Nous n’allons pas évoquer les prix dans cette section, car ils sont assez proches de ce que vous allez payer pour les grandes marques, ils commencent environ à 3 ou 4000€ pour un sac et peuvent monter beaucoup plus haut. Cela étant dit, contrairement aux grandes marques industrielles, les prix sont directement corrélés à la valeur de l’objet, vous payez essentiellement de la main d’œuvre et de la matière première et une petite marge. Alors que dans l’industriel vous payez essentiellement la marge Les produits artisanaux sont fabriqués intégralement à la main, les prix varient donc un peu en fonction des artisans (le coût de la vie n’est pas identique partout), en fonction des cuirs et bijouteries utilisés, et dans le cas des commandes sur mesure en fonction de la difficulté du projet.

L’artisanat est un univers différent du monde mécanique et calibré des grandes marques, vous travaillez directement avec un être humain et non avec une multinationale gigantesque, cela comporte des avantages, mais aussi des inconvénients.

Il existe assez peu d'artisans en France qui vont produire des sacs intégralement à la main, qui développent leurs propres modèles et qui contrôlent tous les aspects de la fabrication, je limite pour l'instant cette section à trois noms, donc un est étranger mais travaille en Suisse. Il faut se méfier de certains "maroquiniers" qui utilisent leur nom, ou leur titre de MOF pour vendre de la maroquinerie bas de gamme fabriquée dans une usine. Comme il faut se méfier des marques qui prétendent faire de l'artisanal et n'en sont pas. Je ne liste pas Hosoï, bien qu'il s'agisse d'un des meilleurs maroquiniers en France, il travaille surtout sur du sac homme.

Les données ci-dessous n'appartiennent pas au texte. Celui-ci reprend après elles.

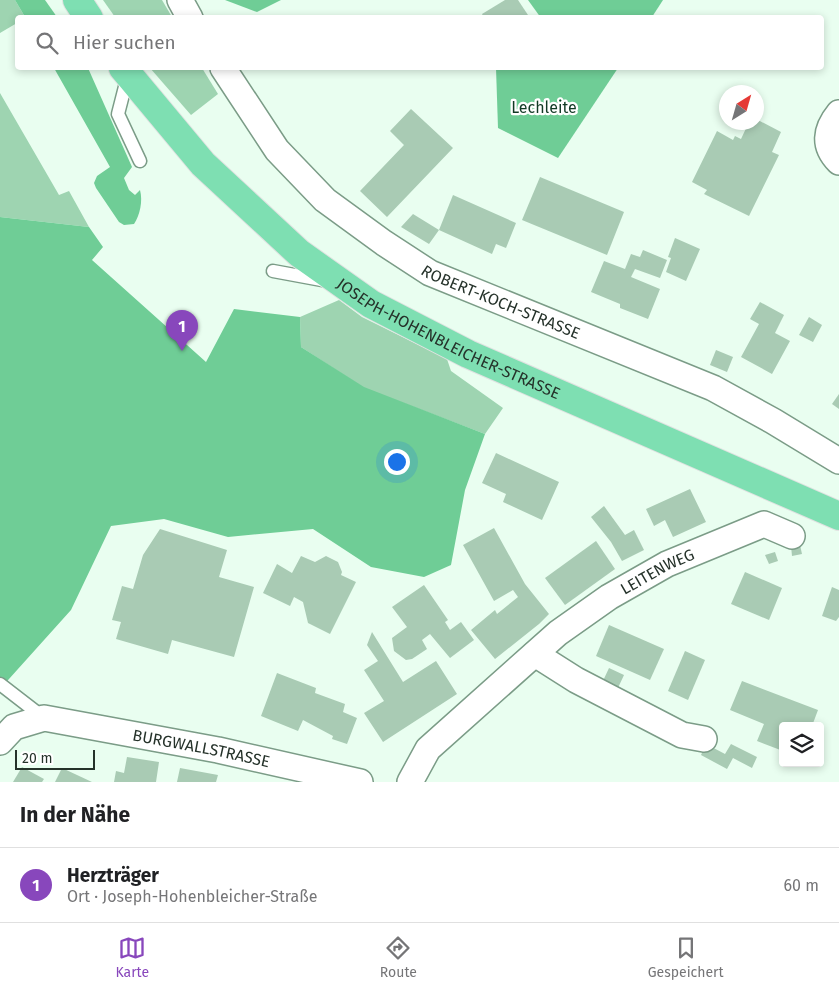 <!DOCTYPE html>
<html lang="de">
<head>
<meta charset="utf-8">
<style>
  :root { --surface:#fff; --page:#f6f6f6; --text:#202124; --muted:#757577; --line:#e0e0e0; --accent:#8847bc }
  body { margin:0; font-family:"Fira Sans",sans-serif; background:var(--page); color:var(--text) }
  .controls { position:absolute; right:15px; bottom:15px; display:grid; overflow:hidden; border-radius:5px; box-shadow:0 2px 8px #0003 }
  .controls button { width:45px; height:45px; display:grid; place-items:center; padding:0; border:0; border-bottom:1px solid var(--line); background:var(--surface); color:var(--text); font:25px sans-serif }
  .compass { position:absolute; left:719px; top:85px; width:45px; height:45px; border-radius:50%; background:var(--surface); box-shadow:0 2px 8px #0003; rotate:37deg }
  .scale { position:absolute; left:15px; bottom:12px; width:80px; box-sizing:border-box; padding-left:5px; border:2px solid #25322a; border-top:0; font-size:14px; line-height:18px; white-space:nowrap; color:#25322a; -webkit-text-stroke:4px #fff; paint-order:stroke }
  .you { position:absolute; left:396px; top:461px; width:18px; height:18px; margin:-12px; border:4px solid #fff; border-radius:50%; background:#1a73e8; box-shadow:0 0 0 8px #1a73e833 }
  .badge { display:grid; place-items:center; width:32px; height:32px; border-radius:50%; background:var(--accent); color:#fff; font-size:16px; font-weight:700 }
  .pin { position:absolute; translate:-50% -41px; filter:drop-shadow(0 1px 2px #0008) }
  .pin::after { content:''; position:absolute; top:26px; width:18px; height:15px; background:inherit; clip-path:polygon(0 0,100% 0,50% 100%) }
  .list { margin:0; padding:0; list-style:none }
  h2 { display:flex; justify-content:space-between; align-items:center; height:65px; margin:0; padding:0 20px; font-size:21px }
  h2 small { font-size:16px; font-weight:400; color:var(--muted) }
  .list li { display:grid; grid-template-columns:32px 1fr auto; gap:15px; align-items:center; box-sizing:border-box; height:75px; padding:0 20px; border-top:1px solid var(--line) }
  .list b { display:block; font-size:19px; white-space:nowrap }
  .list p { margin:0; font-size:16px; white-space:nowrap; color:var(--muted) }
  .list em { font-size:16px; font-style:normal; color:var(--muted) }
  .icon { flex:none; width:28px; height:28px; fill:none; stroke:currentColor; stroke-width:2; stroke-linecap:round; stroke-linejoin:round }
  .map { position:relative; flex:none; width:839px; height:782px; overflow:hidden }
  .search { position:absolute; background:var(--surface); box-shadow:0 2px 8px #0003; left:15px; right:15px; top:15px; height:55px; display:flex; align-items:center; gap:12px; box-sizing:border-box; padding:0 18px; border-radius:5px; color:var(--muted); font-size:19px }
  .sheet { height:140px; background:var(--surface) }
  nav { display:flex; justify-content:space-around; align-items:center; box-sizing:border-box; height:70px; border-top:1px solid var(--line); background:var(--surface); font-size:14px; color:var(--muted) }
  nav a { display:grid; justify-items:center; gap:2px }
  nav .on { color:var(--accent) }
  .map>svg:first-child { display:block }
  .green { fill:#9ed4b1 }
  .forest { fill:#6fcd96 }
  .building { fill:#a9cbb4 }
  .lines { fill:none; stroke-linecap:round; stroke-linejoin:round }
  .lane-casing { stroke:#7b9c87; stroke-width:15 }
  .street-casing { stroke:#7b9c87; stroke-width:28 }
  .primary-casing { stroke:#e0e2e1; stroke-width:30 }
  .lane { stroke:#fff; stroke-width:12 }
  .street { stroke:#fff; stroke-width:25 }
  .primary { stroke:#7edfb2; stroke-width:28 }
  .labels { text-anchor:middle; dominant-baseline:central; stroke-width:4.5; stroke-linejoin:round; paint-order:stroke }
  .park-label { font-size:16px; fill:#113924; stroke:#fff }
  .street-label { font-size:16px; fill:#25322a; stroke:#fff }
</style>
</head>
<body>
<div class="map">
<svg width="839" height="782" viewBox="0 0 839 782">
  <rect width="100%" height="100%" fill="#e9fef0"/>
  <!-- green -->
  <g class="green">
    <polygon points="0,0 15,0 25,17 18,18 17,23 0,33"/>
    <polygon points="103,0 162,0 172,17 115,17"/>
    <polygon points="150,68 202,68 218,94 191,115"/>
    <polygon points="0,93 59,195 69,191 89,227 0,217"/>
    <polygon points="339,300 362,317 447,359 451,371 503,408 485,434 364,388 301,347 300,317"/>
  </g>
  <!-- forest -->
  <g class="forest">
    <polygon points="15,0 45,0 57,17 25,17"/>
    <polygon points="225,0 281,0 257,12"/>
    <polygon points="528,0 663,0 652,17 541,18"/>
    <path d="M54,68H88L132,167L124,178L129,190L135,195L140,190C143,201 140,215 134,224L124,225L119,222L96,188L94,183L97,176L110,167Z"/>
    <polygon points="496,68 618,68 558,158 498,128"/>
    <polygon points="0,217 89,227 103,247 92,260 206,362 234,309 300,317 301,347 364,387 485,434 465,490 451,565 424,577 371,567 313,529 228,537 164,519 111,526 71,610 0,689"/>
  </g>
  <!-- building -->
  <g class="building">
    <polygon points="505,0 518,0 530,18 484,18 482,14"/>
    <polygon points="411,109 453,148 387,217 360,191 404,145 390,131"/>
    <polygon points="756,119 781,132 772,152 779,155 749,216 704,194 707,190 692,182 717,131 733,140 735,136 741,139 749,122 756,122"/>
    <polygon points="540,177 624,212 607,255 522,220"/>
    <polygon points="453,195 516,223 506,248 496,244 492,254 439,230 429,244 401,227 413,214 439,230"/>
    <polygon points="675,238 700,249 686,281 666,272 671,258 668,257"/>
    <polygon points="643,250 667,260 660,278 635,269 631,277 660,289 648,319 620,308 620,304 591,292 604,261 625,269 631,254 640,257"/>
    <polygon points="760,302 784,315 775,333 790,341 772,374 741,357 759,324 750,319"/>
    <polygon points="809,317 822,325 813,342 799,335"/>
    <polygon points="716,350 733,357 727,372 710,365"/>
    <polygon points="839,394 839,409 832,404"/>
    <polygon points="496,453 559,482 542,520 503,502 506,494 482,483"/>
    <polygon points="690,489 706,522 673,537 665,520 654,526 646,509"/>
    <polygon points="604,506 625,535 634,530 644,550 622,561 611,542 591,517"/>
    <polygon points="494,528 525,584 549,614 539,624 495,659 471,630 495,610 497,614 518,597 513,590 494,601 463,545"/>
    <polygon points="160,529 227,550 219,577 254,587 234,657 172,640 168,654 116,639 121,622 112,620 122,586 133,589 143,555"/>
    <polygon points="596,541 615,569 565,605 545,578"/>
    <polygon points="800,545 802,554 792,556 791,546"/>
    <polygon points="775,552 778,561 769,564 765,555"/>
    <polygon points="301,556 315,562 326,556 338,562 342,572 341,575 356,582 330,634 308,623 303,602 294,597 290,606 263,593 277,564 292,573"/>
    <polygon points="745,572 782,588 769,620 731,604"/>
    <polygon points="424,585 448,620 445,622 450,630 461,622 474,640 450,658 430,634 422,640 427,649 412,659 406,660 394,651 392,638 407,627 392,607"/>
    <polygon points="832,587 839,590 839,617 836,621 822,616"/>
    <polygon points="609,625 664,649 650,680 596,656"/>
    <polygon points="372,632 403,682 436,661 457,694 383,742 364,713 384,701 364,670 378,661 367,645"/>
    <polygon points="685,651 705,660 688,700 668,691"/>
    <polygon points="609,668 624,675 617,690 602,683"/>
    <polygon points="277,673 316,688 315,693 345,704 343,712 357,718 347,744 332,739 333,736 303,720 298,731 261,716"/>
    <polygon points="742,681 818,710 812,726 783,726 783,751 757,741 764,724 730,710"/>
    <polygon points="706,744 725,754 731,744 757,757 752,768 733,758 727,769 701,755"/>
    <polygon points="127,757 159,762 156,782 114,782 116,771 124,773"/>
    <polygon points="22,767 44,779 42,782 13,782"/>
    <polygon points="62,768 92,782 55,782"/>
    <polygon points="180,768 218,775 216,782 177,782"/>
  </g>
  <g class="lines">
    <defs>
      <g id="lane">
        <polyline points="128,75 118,114 140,161"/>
        <polyline points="273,271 327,281"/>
        <polyline points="0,684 44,718"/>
      </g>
      <g id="street">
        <polyline points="180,0 190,18"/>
        <path id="s1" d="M223,68L277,150L325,200L384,243L430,273L713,388L773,421L839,461"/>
        <path d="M839,113C825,130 823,146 839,162"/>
        <polyline points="535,654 576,680 682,735 704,739"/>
        <path id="s2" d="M0,742L14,727L44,718L218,750L360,782"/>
        <path id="s3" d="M410,782L428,749L558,633L609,597L667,564L764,524L792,536"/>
      </g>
      <g id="primary">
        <polyline points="77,0 89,18"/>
        <path id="s4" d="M123,68L203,164L299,253L371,304L468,354L839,516"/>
      </g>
    </defs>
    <!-- lane casing -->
    <use href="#lane" class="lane-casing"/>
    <!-- street casing -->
    <use href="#street" class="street-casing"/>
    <!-- primary casing -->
    <use href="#primary" class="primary-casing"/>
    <!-- lane -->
    <use href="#lane" class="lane"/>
    <!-- street -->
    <use href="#street" class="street"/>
    <!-- primary -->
    <use href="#primary" class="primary"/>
  </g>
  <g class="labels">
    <!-- park labels -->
    <g class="park-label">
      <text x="544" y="107">Lechleite</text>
    </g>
    <!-- street labels -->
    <g class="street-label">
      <text stroke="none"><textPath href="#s1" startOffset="372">ROBERT-KOCH-STRASSE</textPath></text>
      <text stroke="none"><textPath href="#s4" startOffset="429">JOSEPH-HOHENBLEICHER-STRASSE</textPath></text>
      <text stroke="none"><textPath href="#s3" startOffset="329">LEITENWEG</textPath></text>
      <text stroke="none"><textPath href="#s2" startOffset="212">BURGWALLSTRASSE</textPath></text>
    </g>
  </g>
</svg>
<div class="controls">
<button><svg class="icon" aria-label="layers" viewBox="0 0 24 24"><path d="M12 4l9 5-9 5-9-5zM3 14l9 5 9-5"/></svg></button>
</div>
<svg class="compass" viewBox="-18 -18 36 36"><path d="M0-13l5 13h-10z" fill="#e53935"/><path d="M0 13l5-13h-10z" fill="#757577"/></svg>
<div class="scale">20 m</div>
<div class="you"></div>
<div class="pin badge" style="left:182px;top:351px">1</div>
<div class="search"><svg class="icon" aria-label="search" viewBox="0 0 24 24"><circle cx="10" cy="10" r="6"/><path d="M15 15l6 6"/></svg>Hier suchen</div>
</div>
<section class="sheet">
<h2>In der Nähe<small></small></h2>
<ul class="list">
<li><span class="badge">1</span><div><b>Herzträger</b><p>Ort · Joseph-Hohenbleicher-Straße</p></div><em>60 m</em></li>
</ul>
</section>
<nav>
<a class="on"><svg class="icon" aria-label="map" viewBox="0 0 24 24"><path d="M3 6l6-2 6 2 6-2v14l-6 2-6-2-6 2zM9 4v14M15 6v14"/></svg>Karte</a>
<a><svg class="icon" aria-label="directions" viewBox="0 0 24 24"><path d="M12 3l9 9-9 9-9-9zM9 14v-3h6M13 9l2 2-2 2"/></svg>Route</a>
<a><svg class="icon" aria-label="saved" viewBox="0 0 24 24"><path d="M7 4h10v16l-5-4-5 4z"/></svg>Gespeichert</a>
</nav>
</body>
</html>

Si certains artisans veulent figurer dans cette liste et que ce qu'ils font nous plait, ils peuvent toujours nous contacter.

Serge Amoruso

(Source: Amoruso)
(Source: Amoruso)

Serge Amoruso est un maroquinier Parisien, vous trouverez sa boutique au 37 Av. Daumesnil, dans le Viaduc des Arts. Il a été formé à l’école Grégoire, est passé par le département malles d’Hermès puis a enseigné la maroquinerie pendant plusieurs années avant de se lancer en indépendant. Comme pour beaucoup de maroquiniers il bénéficie d’une certaine popularité en dehors des frontières hexagonales, notamment au Japon. En 2010 Serge Amoruso a obtenu le titre de Maitre d’Art, ce titre est décerné à vie aux professionnels des métiers d'art possédant un savoir-faire remarquable et rare, qui s'engagent pendant trois ans dans un processus de transmission à un élève. Ses créations sont épurées et modernes et en plus du cuir il travaille de nombreux types de matériaux différents. Il s’occupe également de réalisations sur mesure.

Peter Nitz

Peter Nitz n’est pas un maroquinier de formation. Originaire des États-Unis il a d’abord travaillé pour une maison d’enchère à Chicago. Il a ensuite déménagé en Europe où il s’est lancé dans la revente en lignes de vêtement et accessoires de luxe d’occasion à une époque où le marché était encore désert. Il a rapidement acquis une certaine notoriété dans ce domaine et une clientèle. Il s’est lancé dans la maroquinerie aux alentours de 2008 après avoir rencontré une ouvrière d’Hermès, avec laquelle il a appris le métier. Depuis il a ouvert son atelier indépendant à Zurich.

Plusieurs variations du dream bag de Peter Nitz en alligator et crocodile (Source: Peter Nitz)
Plusieurs variations du dream bag de Peter Nitz en alligator et crocodile (Source: Peter Nitz)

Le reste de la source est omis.